Neuinszenierung Lear in München Marthaler bringt Wahnsinn auf die Bühne

Xl_lear_c_w_hoesl__5_ © Winfried Hösl

Aribert Reimann Lear

Premiere am 23.5.2021 Bayerische Staatsoper

Besuch am 26.5.2021

Der berühmte Klassiker des alternden Königs Lear und dessen verhängnisvolle Aufteilung seines Erbes unter seinen Töchtern war und ist eine Herausforderung für viele Künstler. Giuseppe Verdi arbeitete ein Leben lang an der Idee seiner Oper Lear und verwarf den Gedanken immer wieder, da er ihm nicht bewältigbar schien. Aribert Reimann wagte das Unternehmen auf Initiative von Dietrich Fischer Dieskau, den er lange Jahre am Klavier begleitete. Die Umsetzung verzögerte sich, bis die Lösung für das Libretto in einer Übersetzung aus 1771 des Shakespeare Klassikers in Prosa gefunden wurde. Dietrich Fischer Dieskau war auch der gefeierte Titelheld in der überaus erfolgreichen Uraufführung dieses Werkes 1978 in München. Nun gibt es zum 85. Geburtstag des Komponisten dort eine Neuinszenierung in der Regie des Schweizer Christoph Marthaler.
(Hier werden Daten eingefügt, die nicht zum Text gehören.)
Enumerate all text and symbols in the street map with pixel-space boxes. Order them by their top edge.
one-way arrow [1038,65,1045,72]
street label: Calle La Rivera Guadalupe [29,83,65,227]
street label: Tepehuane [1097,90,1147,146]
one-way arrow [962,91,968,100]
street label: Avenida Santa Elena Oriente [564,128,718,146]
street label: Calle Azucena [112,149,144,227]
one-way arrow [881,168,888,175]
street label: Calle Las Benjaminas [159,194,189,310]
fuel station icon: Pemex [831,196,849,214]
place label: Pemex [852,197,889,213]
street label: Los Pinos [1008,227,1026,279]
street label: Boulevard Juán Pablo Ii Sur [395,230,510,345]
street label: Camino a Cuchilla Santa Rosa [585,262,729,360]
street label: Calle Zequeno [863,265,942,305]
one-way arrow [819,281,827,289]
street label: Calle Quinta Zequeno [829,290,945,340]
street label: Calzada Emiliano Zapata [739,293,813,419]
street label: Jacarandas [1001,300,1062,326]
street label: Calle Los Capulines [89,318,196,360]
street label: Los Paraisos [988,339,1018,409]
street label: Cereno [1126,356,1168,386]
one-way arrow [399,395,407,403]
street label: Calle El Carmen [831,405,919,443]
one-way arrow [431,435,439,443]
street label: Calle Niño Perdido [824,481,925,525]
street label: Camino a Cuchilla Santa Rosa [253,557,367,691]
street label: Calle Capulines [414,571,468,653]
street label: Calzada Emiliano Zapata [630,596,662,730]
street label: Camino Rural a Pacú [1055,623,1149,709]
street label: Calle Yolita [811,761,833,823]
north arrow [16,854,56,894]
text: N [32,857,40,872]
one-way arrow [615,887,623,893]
Christoph Marthaler ist bekannt für seine außergewöhnliche mitunter gewagte Herangehensweise und Sichtweise literarischer Stoffe. In seiner neuen Arbeit abstrahiert er die Handlung, in seiner Umsetzung spielt sich alles in einem Raum ab, den Anna Viebrock in Anlehnung an das Museum für Naturkunde Basel gestaltet hat. Ein großer Saal ist mit Schaukästen eingerichtet, am linken Bühnenrand befindet sich ein Liftzugang. Von einer Balkoemporen zur linken Seite kann das Geschehen im Raum beobachtet werden. Ebenfalls im Team ist Dorothee Curio, die die Protagonisten ideenreich und farbenprächtig in Kostüme und Kleidung aus den 80iger Jahren des letzten Jahrhunderts steckt und auffällige Frisuren verpasst.  Für Marthaler steht der Machtanspruch und der erbarmungslose Machtkampf im Vordergrund. Symbolhaft sieht er alle Handelnden verblendet und eingekistelt in ihrer Gier und Brutalität.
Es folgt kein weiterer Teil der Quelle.